Problem description:
Pictures excluded, retype the lines from the one containing "Describe the map" through the last line of the data below, both included.
══════
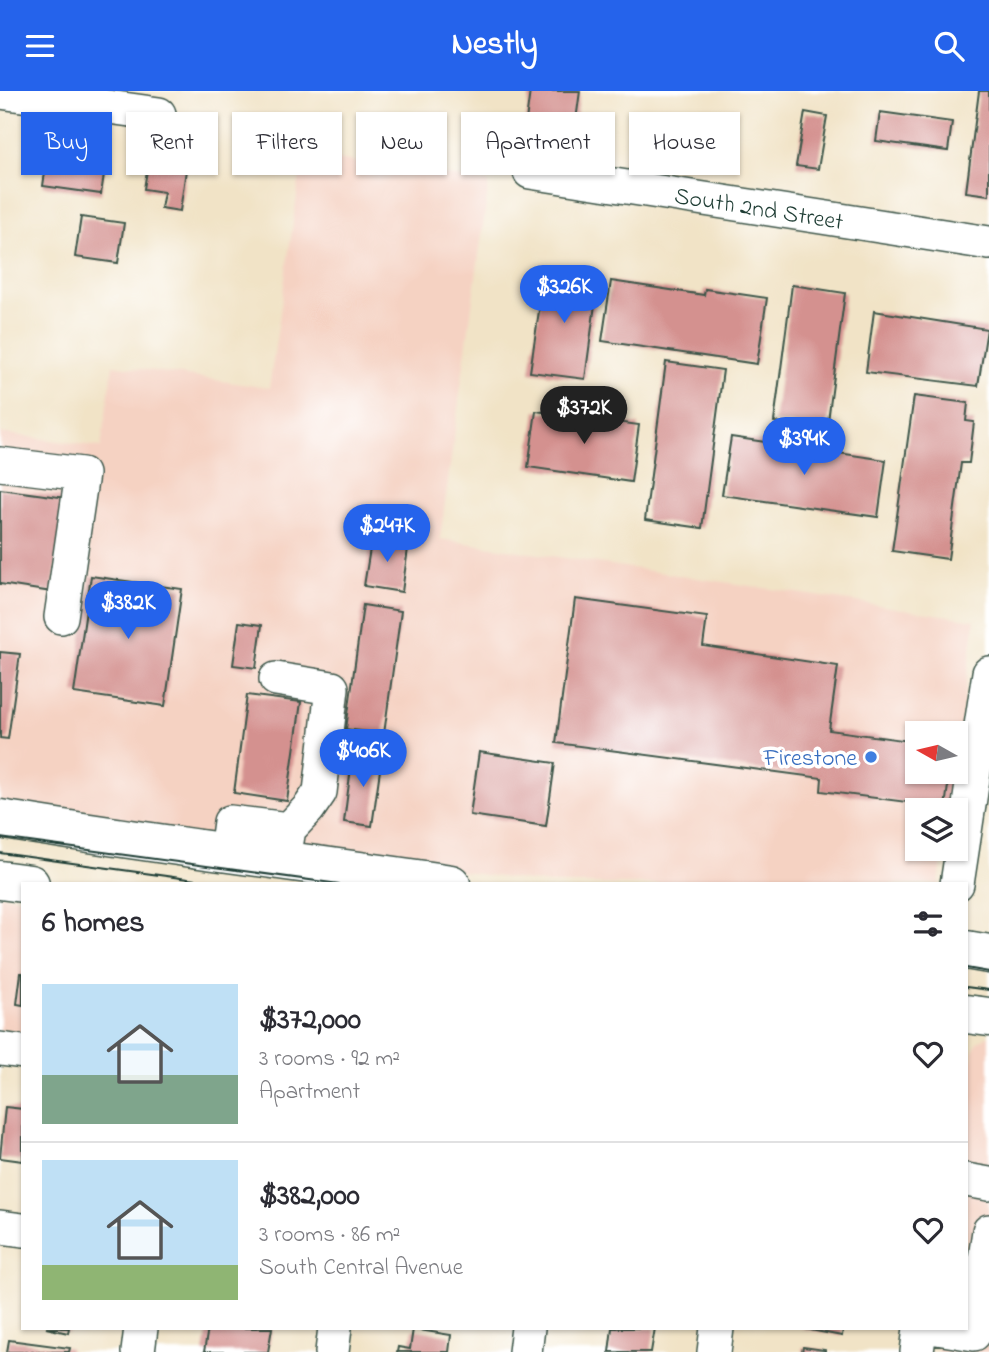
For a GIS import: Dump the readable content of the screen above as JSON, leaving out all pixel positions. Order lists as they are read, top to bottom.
{
  "streets": {
    "street": ["South 2nd Street"]
  },
  "places": ["Firestone"],
  "north": "left",
  "page": {
    "header": "Nestly",
    "chip": [
      "Buy",
      "Rent",
      "Filters",
      "New",
      "Apartment",
      "House"
    ],
    "price": [
      "$326K",
      "$372K",
      "$394K",
      "$247K",
      "$382K",
      "$406K"
    ],
    "heading": "6 homes",
    "list": [
      {
        "name": "$372,000",
        "note": "3 rooms · 92 m² · Apartment"
      },
      {
        "name": "$382,000",
        "note": "3 rooms · 86 m² · South Central Avenue"
      }
    ]
  }
}
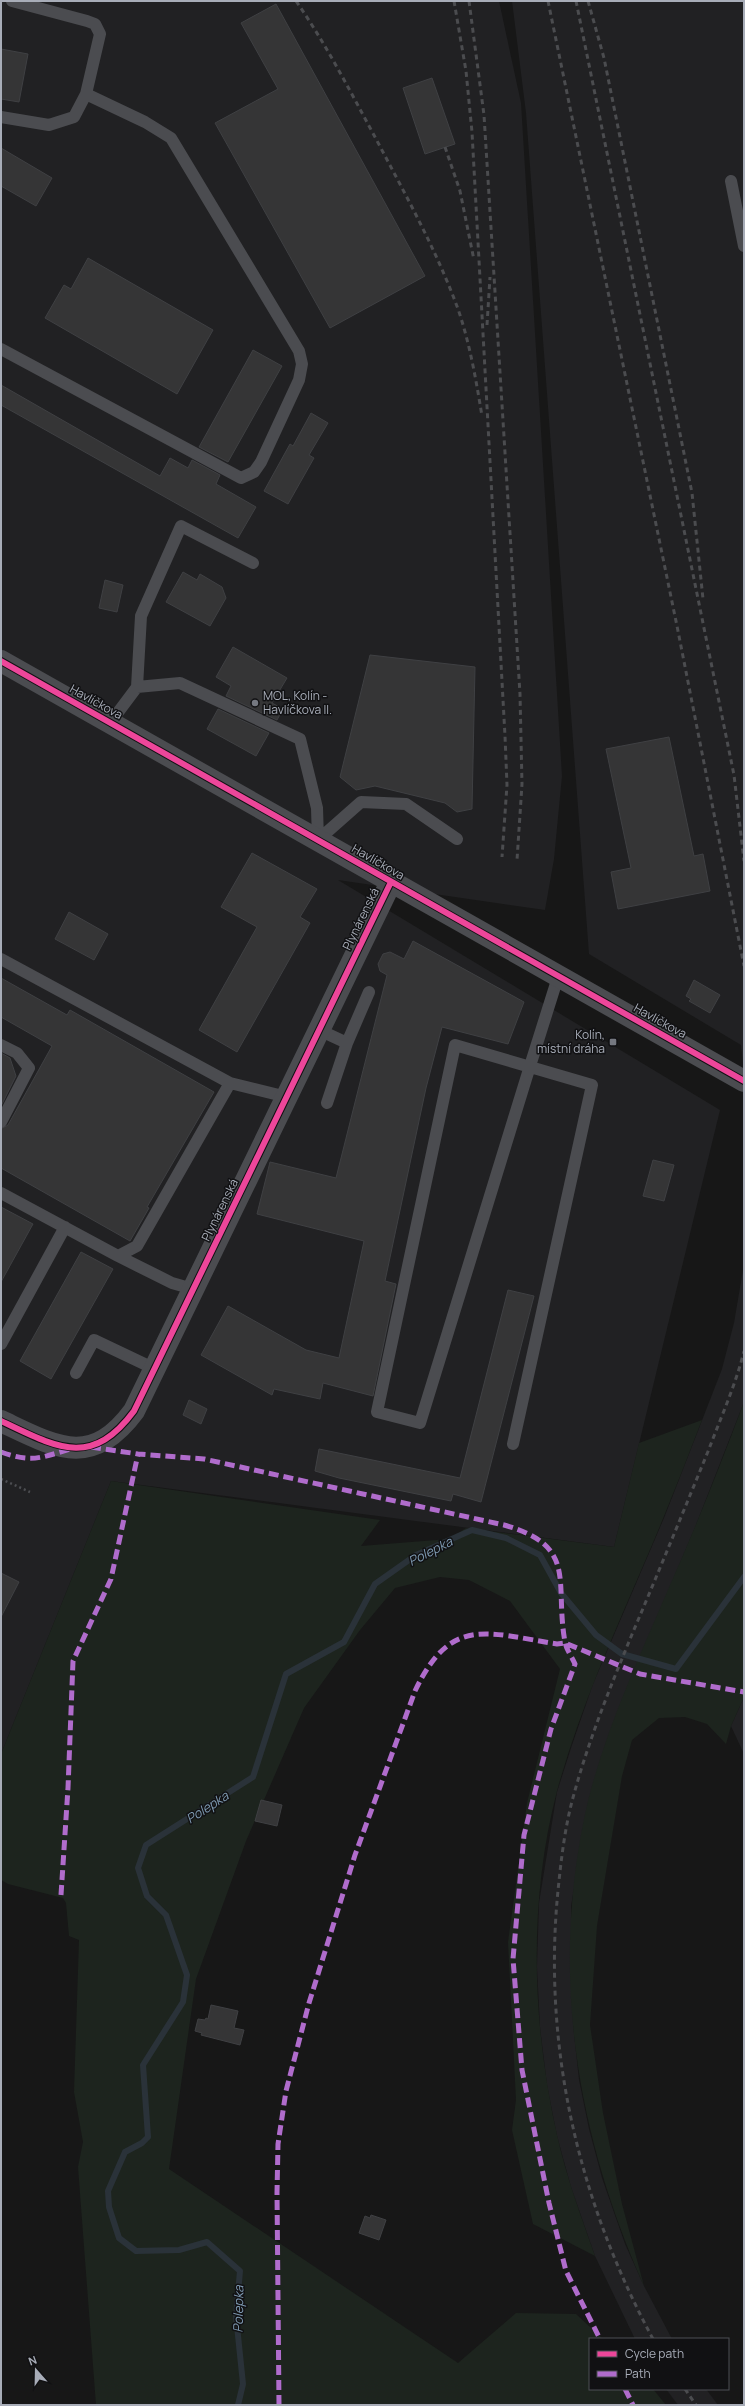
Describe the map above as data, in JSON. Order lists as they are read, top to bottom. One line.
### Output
{"streets":{"street":["Havlíčkova","Plynárenská"]},"crossings":[["Havlíčkova","Plynárenská"]],"water":["Polepka"],"places":{"other":["MOL, Kolín - Havlíčkova II."],"transit":["Kolín, místní dráha"]},"legend":["Cycle path","Path"],"north":"top"}
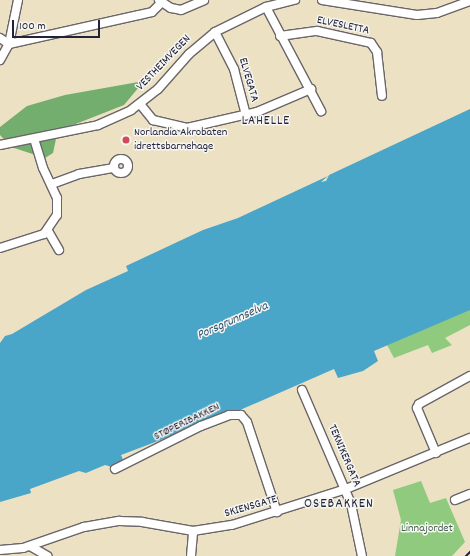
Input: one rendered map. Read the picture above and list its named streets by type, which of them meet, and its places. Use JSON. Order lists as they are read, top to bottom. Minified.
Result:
{"streets":{"street":["ELVESLETTA","VESTHEIMVEGEN","ELVEGATA","STØPERIBAKKEN","TEKNIKERGATA","SKIENSGATE"]},"crossings":[["VESTHEIMVEGEN","ELVEGATA"],["STØPERIBAKKEN","SKIENSGATE"],["TEKNIKERGATA","SKIENSGATE"]],"districts":["LAHELLE","OSEBAKKEN"],"water":["Porsgrunnselva"],"parks":["Linnajordet"],"places":["Norlandia Akrobaten idrettsbarnehage"],"scale_bar":"100 m"}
══════
Task response:
Describe the map above as data, in JSON. Order lists as they are read, top to bottom. One line.
### Output
{"streets":{"street":["Havlíčkova","Plynárenská"]},"crossings":[["Havlíčkova","Plynárenská"]],"water":["Polepka"],"places":{"other":["MOL, Kolín - Havlíčkova II."],"transit":["Kolín, místní dráha"]},"legend":["Cycle path","Path"],"north":"top"}
Input: one rendered map. Read the picture above and list its named streets by type, which of them meet, and its places. Use JSON. Order lists as they are read, top to bottom. Minified.
Result:
{"streets":{"street":["ELVESLETTA","VESTHEIMVEGEN","ELVEGATA","STØPERIBAKKEN","TEKNIKERGATA","SKIENSGATE"]},"crossings":[["VESTHEIMVEGEN","ELVEGATA"],["STØPERIBAKKEN","SKIENSGATE"],["TEKNIKERGATA","SKIENSGATE"]],"districts":["LAHELLE","OSEBAKKEN"],"water":["Porsgrunnselva"],"parks":["Linnajordet"],"places":["Norlandia Akrobaten idrettsbarnehage"],"scale_bar":"100 m"}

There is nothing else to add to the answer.